Have all ingredients at room temp - 68 to 70 degrees. Preheat the oven to 350. Have ready 1 ungreased 10-inch tube pan.
Sift "A" together 3 times.
In a medium bowl, beat "B" on high speed until thick and pale yellow, about 2 minutes.
Beat in "C".
Gradually add the dry ingredients, beating on low speed just until smooth. Scrape the batter into a large bowl and set aside.
In another large bowl, beat "D" on medium speed until soft peaks form.
Gradually add "E" to whites, beating on high speed.
Beat until the peaks are stiff but not dry. Use a rubber spatula to fold one-quarter of the egg whites into the egg yolk mixture, then fold in the remaining whites. Spoon the batter gently into the pan and spread evenly. Bake until the top springs back into the pan when lightly pressed and a toothpick inserted into the center comes out clean, 50 to 55 minutes. Let cool upside down for at least 1-1/2 hours, setting the tube over a bottleneck or resting the pan on 4 glasses.

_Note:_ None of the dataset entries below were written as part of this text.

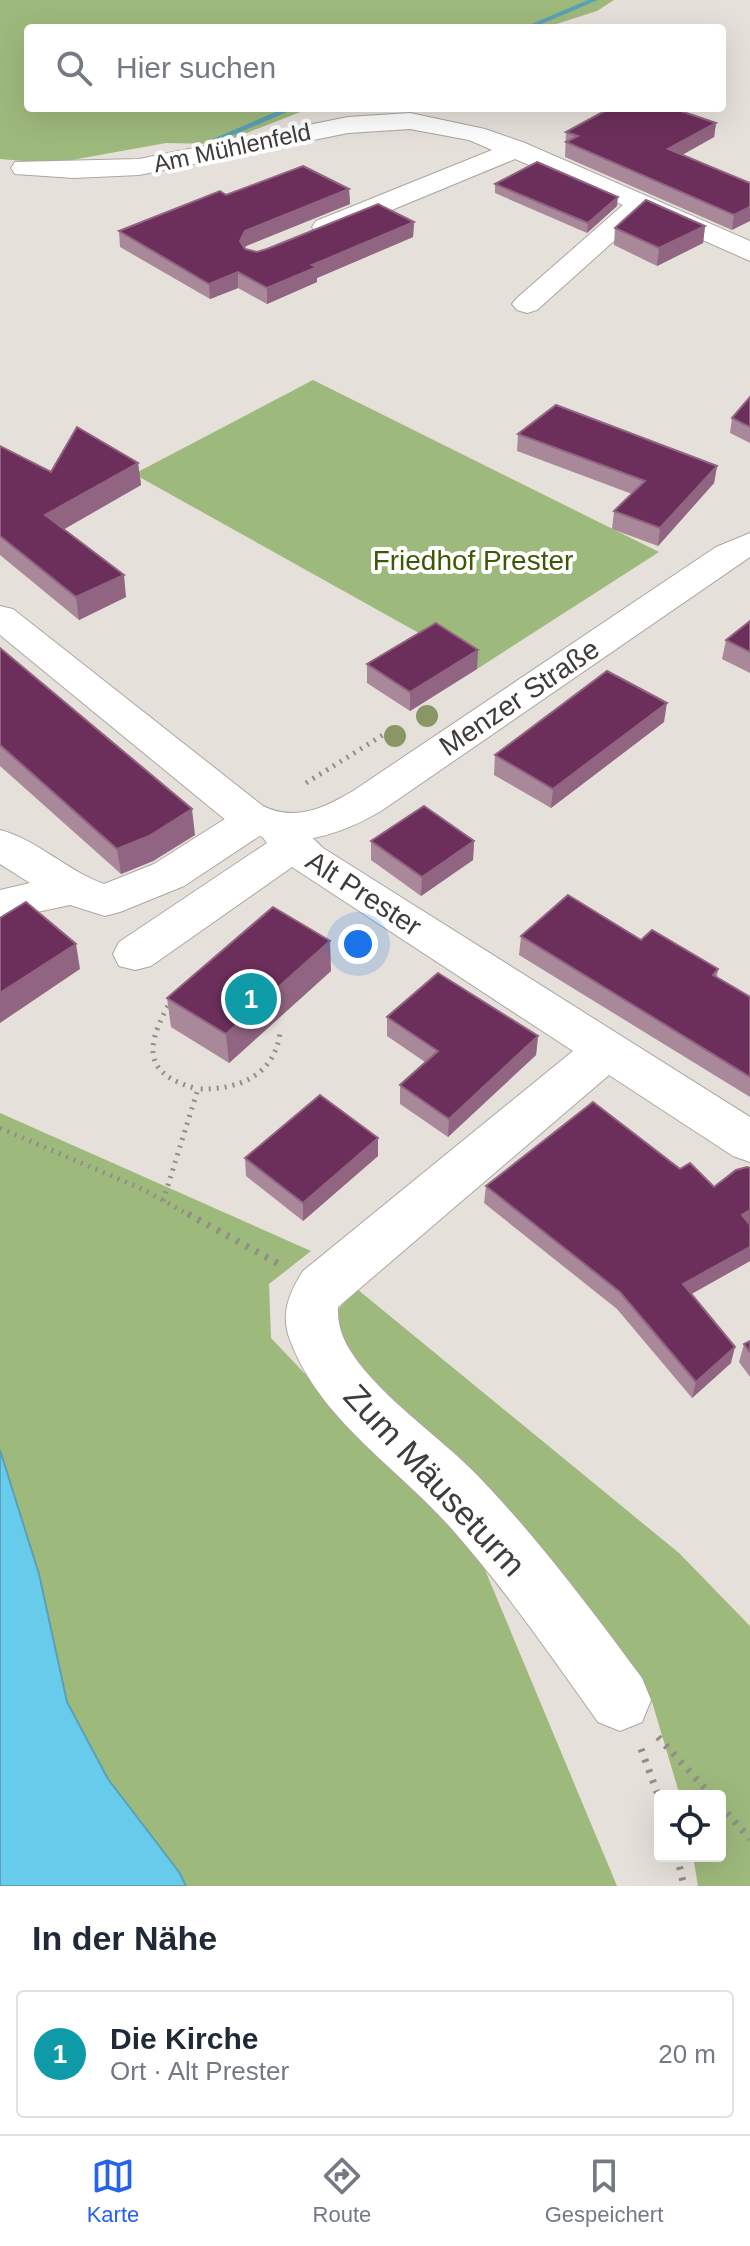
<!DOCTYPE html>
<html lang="de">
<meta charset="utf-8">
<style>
body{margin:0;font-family:Helvetica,sans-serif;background:#f2f2f3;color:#1f2937}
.controls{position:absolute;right:24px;bottom:24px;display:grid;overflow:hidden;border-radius:8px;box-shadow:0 8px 32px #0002}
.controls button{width:72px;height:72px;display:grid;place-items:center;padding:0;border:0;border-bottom:2px solid #e0e1e3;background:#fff;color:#1f2937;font:40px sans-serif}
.you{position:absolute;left:358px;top:944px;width:28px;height:28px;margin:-20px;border:6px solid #fff;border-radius:50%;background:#1a73e8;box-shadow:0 0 0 12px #1a73e833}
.badge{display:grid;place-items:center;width:52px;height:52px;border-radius:50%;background:#2563eb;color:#fff;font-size:26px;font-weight:700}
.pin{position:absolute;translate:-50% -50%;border:4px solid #fff;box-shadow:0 2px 8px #0006}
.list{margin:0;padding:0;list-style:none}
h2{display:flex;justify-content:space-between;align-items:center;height:104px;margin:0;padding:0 32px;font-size:34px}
h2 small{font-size:26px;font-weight:400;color:#747a83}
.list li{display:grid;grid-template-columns:52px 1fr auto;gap:24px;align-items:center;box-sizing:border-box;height:128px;margin:0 16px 16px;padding:0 16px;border:2px solid #e0e1e3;border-radius:8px}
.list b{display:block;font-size:30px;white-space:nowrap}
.list p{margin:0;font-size:26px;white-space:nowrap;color:#747a83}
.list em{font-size:26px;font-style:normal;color:#747a83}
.icon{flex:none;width:44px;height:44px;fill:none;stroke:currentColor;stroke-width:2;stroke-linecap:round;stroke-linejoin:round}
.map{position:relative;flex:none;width:750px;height:1886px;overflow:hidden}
.search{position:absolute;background:#fff;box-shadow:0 8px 32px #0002;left:24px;right:24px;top:24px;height:88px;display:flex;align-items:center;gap:20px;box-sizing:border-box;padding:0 28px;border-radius:8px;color:#747a83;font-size:30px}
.sheet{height:248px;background:#fff}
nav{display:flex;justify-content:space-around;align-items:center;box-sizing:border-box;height:112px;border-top:2px solid #e0e1e3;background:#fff;font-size:22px;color:#747a83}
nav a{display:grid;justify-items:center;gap:4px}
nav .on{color:#2563eb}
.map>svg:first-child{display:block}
</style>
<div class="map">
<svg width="750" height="1886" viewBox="0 0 750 1886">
<rect width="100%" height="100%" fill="#e6e0da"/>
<g fill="#9eb97c">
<polygon points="0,0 614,0 597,11 544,28 28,28 28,108 311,108 218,144 166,143 72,160 35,162 0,159"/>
<polygon points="313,380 659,552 477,669 435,642 134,474"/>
<polygon points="0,1113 311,1251 269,1284 271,1338 480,1558 617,1886 186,1886 179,1872 108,1779 67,1702 39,1574 0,1450"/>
<polygon points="357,1289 679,1553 750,1626 750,1886 698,1886 693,1856 720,1856 720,1796 680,1796 650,1695 599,1632 365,1382 332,1323 334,1314"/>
</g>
<polygon fill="#67cbec" stroke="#5ba0b7" stroke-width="2" points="0,1450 39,1574 67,1702 108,1779 179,1872 186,1886 0,1886"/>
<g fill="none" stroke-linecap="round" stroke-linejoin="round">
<g fill="#5ba0b7" fill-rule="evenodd">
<polygon points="588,0 598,0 532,28 522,28"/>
<polygon points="285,108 296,108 215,143 208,141"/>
</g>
<defs>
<g id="minor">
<polygon points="410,113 485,129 525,143 750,241 750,261 644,214 537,310 527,313 517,310 512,304 517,298 623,205 515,159 336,233 326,235 316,233 312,227 316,221 492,150 469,140 410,129 348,133 139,175 74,178 15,174 11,168 15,162 139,159 348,117"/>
<path d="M 254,806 L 269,810 L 272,816 L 293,819 L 323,848 L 750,1117 L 750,1162 L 733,1156 L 609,1075 L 338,1307 C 337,1329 345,1344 358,1362 C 391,1405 439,1436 477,1475 C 538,1538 590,1608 642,1678 L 651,1700 L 642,1722 L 620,1731 L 598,1722 C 551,1656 505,1589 451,1528 C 396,1466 320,1420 290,1340 C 280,1314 289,1293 303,1271 L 573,1051 L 292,867 L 151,966 L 135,970 L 119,966 L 113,954 L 119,942 L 267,843 L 261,835 L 184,886 L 120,912 L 105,916 L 70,905 L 0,920 L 0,890 L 30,883 L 0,864 L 0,830 C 38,840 67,871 104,884 L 154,864 L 239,810 Z"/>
</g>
<path id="major" d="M 750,533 L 750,557 L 381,811 C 333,839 285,852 233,826 L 0,635 L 0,606 L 13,609 L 263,806 C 295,822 324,808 353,791 L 716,547 Z"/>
</defs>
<use href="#minor" stroke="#aca6a1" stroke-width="2"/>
<use href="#major" stroke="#aca6a1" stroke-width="2"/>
<g stroke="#928d89" stroke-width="5" stroke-dasharray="2 6" stroke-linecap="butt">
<polyline points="306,783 399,725"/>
<path d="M 168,1006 C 144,1050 145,1075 198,1089"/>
<polyline points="0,1128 144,1190 191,1216"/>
<path d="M 163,1201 L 198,1089 C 238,1090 274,1076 280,1033"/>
</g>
<g stroke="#928d89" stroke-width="7" stroke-dasharray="3 8" stroke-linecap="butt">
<polyline points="188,1214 279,1264"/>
<polyline points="658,1737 712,1796"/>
<polyline points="641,1749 660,1800"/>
<polyline points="720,1805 750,1839"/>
<polyline points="677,1856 684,1886"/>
</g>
<use href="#minor" fill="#fff" fill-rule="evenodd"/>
<use href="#major" fill="#fff" fill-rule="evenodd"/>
</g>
<g fill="#899665">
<circle cx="427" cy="716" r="11"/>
<circle cx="395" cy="736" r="11"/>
</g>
<g fill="#a9889a">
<polygon points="716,123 714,137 682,155 750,183 732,230 565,157 566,132"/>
<polygon points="495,184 617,206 587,233 495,193"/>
<polygon points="349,189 350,204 246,246 245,248 257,252 414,222 413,237 317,278 317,282 267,304 238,288 210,299 120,247 119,231 226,195"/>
<polygon points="705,226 703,243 657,266 614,245 615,228"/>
<polygon points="750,397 750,443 730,433 732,418"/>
<polygon points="518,434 717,466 714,483 658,546 612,529 614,511 632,494 517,451"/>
<polygon points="0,446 51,472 138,463 141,485 63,529 126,597 79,620 0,555"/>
<polygon points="750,621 750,673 722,659 726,640"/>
<polygon points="0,648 195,835 153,861 121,874 0,766"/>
<polygon points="478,650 477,669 410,711 367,683 367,664"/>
<polygon points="664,722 551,808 494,775 495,755"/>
<polygon points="371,841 474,841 473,860 421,896 371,860"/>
<polygon points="521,936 641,940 718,969 717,977 750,997 750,1097 519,955"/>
<polygon points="331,971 229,1063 171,1027 167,998"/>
<polygon points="387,1017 538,1036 536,1055 448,1137 400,1104 400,1085 425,1062 387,1036"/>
<polygon points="378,1156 303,1221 246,1176 245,1158"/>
<polygon points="750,1168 750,1261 691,1294 731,1363 692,1398 617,1309 484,1203 486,1186 680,1169 714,1187"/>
<polygon points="750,1341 750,1377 739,1362 744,1344"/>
</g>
<g fill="#916481">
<polygon points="716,123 714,137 666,164 668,149"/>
<polygon points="349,189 350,204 246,246 240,257 240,241 245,231"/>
<polygon points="618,197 617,206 587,233 588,223"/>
<polygon points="750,207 750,221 732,230 734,215"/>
<polygon points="414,222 413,237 317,278 317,282 267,304 267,288 312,265"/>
<polygon points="705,226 703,243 657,266 659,248"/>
<polygon points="238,272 238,288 210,299 209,284"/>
<polygon points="138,463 141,485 49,538 45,515"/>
<polygon points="717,466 714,483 658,546 660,528"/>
<polygon points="124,575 126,597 79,620 76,597"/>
<polygon points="478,650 477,669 410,711 410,692"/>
<polygon points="667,703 664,722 551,808 553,789"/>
<polygon points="192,809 195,835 153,861 121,874 117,849"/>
<polygon points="474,841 473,860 421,896 422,877"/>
<polygon points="330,941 331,971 229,1063 226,1034"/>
<polygon points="76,944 80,969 0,1023 0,993"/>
<polygon points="538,1036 536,1055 448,1137 449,1119"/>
<polygon points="378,1138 378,1156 303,1221 303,1203"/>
<polygon points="750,1210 750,1224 742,1215"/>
<polygon points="750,1247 750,1261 679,1301 683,1284"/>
<polygon points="735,1347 731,1363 692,1398 696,1382"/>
</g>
<g fill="#6c2f5b" stroke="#916481" stroke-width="2">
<polygon points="610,108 672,108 716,123 668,149 750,183 750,207 734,215 566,142 578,136 566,132"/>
<polygon points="537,162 618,197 588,223 495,184"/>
<polygon points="303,166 349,189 245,231 240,241 245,249 257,252 267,249 378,204 414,222 312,265 317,267 267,288 238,272 209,284 119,231 220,191 226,195"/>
<polygon points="646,200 705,226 659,248 615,228"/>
<polygon points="750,397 750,427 732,418"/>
<polygon points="556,405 717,466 660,528 614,511 645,481 518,434"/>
<polygon points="77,427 138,463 45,515 124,575 76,597 0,536 0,446 51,472"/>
<polygon points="750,621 750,652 726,640"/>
<polygon points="436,623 478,650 410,692 367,664"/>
<polygon points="0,648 192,809 149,836 117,849 0,745"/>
<polygon points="607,671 667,703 553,789 495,755"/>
<polygon points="424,806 474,841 422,877 371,841"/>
<polygon points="568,895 641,940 652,930 718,969 713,975 750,997 750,1077 521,936"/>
<polygon points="26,902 76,944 0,993 0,918"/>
<polygon points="273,907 330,941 226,1034 167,998"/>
<polygon points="438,973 538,1036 449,1119 400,1085 438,1051 387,1017"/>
<polygon points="320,1095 378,1138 303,1203 245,1158"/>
<polygon points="593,1102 680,1169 690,1163 714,1187 736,1170 747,1167 750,1168 750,1210 742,1215 750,1225 750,1247 683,1284 735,1347 696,1382 620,1292 486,1186"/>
<polygon points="750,1341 750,1352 744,1344"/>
</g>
<g text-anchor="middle" stroke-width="8" stroke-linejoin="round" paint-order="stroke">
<g font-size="24" fill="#3f3c3a" stroke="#fff">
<text transform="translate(232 148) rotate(-12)" y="8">Am Mühlenfeld</text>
</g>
<g font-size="28" fill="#3d5905" stroke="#fff">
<text x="473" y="570">Friedhof Prester</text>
</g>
<g font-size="28" fill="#3f3c3a" stroke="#fff">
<text transform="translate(519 697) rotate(-34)" y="10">Menzer Straße</text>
<text transform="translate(364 893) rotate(33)" y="10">Alt Prester</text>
</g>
<g font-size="34" fill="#3f3c3a" stroke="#fff">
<text transform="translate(435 1480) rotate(47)" y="12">Zum Mäuseturm</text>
</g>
</g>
</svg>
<div class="controls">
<button><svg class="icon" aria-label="locate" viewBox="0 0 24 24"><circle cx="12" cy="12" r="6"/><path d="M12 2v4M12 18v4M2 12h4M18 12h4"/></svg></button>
</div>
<div class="you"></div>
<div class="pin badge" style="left:251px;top:999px;background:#0f9aa8">1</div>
<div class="search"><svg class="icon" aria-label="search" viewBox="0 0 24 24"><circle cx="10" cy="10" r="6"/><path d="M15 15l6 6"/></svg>Hier suchen</div>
</div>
<section class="sheet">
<h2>In der Nähe<small></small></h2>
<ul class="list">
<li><span class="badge" style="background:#0f9aa8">1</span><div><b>Die Kirche</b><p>Ort · Alt Prester</p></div><em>20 m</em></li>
</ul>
</section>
<nav>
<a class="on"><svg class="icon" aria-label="map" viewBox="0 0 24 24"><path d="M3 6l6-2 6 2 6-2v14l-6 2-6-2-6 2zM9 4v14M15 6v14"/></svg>Karte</a>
<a><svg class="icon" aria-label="directions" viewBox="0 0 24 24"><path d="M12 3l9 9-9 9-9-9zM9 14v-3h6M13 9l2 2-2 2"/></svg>Route</a>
<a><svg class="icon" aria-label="saved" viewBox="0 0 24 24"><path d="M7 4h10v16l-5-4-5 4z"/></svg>Gespeichert</a>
</nav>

To unmold, slide a thin knife around the cake to detach it from the pan, pressing the knife against the pan to avoid tearing the cake. Using the same procedure, detach the cake from the center tube. If the pan has a removable bottom, pull the tube upward, to lift the cake from the pan side. Slide the knife under the cake, to detach it from the bottom. If the pan does not have a removable bottom, invert and tap the pan against the counter to loosen the cake. Allow the cake to drop onto your hand, a rack, or the serving platter. Peel off the wax or parchment paper, if using. Let cool right side up on a rack. Let cool completely before wrapping airtight or frosting.